Correction to Sentence

Saying that “not every correction to a sentence means a recall of the sentence,” he noted that “[w]hen a trial court corrects an abstract of judgment to conform to the judgment, the sentence is not recalled and no resentencing occurs.”

The jurist likened the effect of the expiration of the statutory timeline in §1465.9(d) to a situation in which the abstract of judgment does not accurately reflect the fines imposed, and opined:

“The statute alters a fine but does not address a defendant’s custody time. It thereby involves a portion of the sentence that is normally not interdependent with the imprisonment components. The reason for the full resentencing rule is that in an [aggregate term of imprisonment] the components are often interdependent. Where a fine, rather than a prison term, is eliminated, that reason dissipates.”

He added:

“Moreover, there was no judicial error in the judgment here, nor does the restitution fine statute implicate any discretionary decision that suggests a court might wish to revisit the sentence. The imposition of the restitution fine is mandatory (absent ‘compelling and extraordinary reasons’…), and its elimination at 10 years also so. The portion of the judgment imposing Mattison’s fine was vacated by statute on January 1, 2025. It cannot be collected upon. All that is left, at most, is to correct the abstract of judgment to reflect that vacatur.”

Not Proper Vehicle

Concluding that a habeas petition is not the proper vehicle to seek vacatur of the fine, Raphael remarked:

“Once the new law was effective, Mattison’s restitution fine was vacated as surely as if the trial court judge had ordered it. While other changes in sentencing law might require a judicial determination before a judgment is changed…, this one does not.”

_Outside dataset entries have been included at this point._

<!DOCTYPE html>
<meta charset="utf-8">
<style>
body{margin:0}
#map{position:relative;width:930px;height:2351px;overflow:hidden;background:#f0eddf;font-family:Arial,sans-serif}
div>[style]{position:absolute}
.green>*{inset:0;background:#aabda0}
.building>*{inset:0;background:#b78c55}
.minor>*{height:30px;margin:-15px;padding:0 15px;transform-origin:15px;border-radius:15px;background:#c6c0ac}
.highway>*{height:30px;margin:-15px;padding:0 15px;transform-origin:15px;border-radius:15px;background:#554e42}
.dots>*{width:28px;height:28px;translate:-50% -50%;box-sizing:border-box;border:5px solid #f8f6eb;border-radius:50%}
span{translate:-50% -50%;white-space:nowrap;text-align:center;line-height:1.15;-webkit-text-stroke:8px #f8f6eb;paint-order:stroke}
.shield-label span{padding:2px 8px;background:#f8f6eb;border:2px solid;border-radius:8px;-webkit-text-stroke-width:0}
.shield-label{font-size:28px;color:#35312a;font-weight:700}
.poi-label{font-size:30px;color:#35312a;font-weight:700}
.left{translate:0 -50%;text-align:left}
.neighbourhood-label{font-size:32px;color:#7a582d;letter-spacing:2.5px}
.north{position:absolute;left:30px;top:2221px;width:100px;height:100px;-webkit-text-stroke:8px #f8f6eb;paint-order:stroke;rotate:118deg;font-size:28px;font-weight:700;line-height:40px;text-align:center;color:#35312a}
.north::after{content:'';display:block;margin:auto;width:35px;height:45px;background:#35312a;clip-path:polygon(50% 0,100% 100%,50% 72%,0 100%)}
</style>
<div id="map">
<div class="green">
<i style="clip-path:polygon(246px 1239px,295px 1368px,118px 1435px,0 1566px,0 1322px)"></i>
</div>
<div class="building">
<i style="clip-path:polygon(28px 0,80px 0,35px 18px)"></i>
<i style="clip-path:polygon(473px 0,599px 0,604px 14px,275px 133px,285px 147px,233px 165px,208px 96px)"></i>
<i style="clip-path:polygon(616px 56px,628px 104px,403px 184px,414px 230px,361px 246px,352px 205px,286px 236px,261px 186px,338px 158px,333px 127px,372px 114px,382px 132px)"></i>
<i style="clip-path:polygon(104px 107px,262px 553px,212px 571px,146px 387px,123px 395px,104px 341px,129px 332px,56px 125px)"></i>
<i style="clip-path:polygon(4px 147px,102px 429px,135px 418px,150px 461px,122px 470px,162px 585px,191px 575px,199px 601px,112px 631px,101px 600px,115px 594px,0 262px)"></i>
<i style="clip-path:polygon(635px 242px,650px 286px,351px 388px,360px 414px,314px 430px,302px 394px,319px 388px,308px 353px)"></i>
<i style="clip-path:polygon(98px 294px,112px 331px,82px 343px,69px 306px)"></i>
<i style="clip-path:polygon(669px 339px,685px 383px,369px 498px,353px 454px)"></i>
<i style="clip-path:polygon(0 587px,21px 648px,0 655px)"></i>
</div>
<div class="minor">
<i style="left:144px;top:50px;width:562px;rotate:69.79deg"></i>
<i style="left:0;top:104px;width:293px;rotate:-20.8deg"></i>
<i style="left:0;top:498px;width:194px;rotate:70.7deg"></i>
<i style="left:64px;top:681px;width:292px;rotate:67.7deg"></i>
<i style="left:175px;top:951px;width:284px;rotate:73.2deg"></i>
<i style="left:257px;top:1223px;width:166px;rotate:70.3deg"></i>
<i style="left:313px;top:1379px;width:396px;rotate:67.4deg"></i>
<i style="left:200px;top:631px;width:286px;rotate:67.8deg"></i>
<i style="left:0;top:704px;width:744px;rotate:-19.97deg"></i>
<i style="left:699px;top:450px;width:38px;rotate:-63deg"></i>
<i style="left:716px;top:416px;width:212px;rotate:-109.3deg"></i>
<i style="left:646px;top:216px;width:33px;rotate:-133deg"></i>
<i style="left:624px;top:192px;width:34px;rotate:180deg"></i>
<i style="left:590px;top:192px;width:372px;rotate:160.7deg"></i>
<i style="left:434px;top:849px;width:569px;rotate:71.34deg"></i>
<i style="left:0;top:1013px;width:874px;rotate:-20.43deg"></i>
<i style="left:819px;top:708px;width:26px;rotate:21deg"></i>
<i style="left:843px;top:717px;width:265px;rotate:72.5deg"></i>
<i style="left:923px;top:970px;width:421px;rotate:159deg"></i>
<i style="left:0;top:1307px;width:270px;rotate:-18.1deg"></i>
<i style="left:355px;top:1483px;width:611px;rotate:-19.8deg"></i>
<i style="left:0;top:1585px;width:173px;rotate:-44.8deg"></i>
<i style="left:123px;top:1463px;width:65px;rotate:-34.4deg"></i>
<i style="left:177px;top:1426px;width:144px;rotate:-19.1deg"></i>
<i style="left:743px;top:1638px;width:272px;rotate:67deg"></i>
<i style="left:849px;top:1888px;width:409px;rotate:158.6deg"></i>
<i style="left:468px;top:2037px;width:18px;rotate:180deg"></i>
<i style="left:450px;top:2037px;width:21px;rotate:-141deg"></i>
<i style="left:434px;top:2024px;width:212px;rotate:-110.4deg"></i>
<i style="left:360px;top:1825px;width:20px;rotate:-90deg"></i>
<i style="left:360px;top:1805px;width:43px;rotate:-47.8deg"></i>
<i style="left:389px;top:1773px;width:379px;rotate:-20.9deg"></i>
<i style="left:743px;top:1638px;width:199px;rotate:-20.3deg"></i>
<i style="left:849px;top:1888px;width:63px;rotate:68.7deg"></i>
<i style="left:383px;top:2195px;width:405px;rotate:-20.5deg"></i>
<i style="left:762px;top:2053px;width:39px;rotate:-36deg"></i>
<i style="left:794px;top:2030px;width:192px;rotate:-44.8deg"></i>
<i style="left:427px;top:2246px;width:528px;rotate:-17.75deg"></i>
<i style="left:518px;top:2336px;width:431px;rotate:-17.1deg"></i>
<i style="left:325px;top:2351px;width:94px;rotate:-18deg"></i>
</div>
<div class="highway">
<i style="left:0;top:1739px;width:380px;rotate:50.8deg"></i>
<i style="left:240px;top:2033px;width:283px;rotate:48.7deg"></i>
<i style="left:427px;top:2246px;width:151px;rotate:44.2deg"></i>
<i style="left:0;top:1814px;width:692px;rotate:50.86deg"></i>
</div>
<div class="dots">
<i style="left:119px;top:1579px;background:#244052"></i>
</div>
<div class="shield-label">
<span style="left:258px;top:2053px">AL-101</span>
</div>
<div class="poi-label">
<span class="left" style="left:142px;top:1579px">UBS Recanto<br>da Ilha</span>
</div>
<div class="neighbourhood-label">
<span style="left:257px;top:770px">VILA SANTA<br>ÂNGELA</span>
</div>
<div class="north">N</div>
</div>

Noting that “nearly every convicted defendant in the state is subject to a restitution fine,” he reasoned that most convicts may opt “to leave the matter alone” if they have already paid the fine in full but declared that “section 1465.9(d) implicitly allows a defendant to file a postjudgment motion in trial court to correct the abstract of judgment to conform to the judgment.”

He said:

“Before us…is a petition for a writ of habeas corpus that was filed after a similar petition in trial court. A habeas petition is unavailable when a defendant has an adequate legal remedy….A motion to correct the abstract of judgment is such a remedy.”

The case is People v. Mattison, E085614.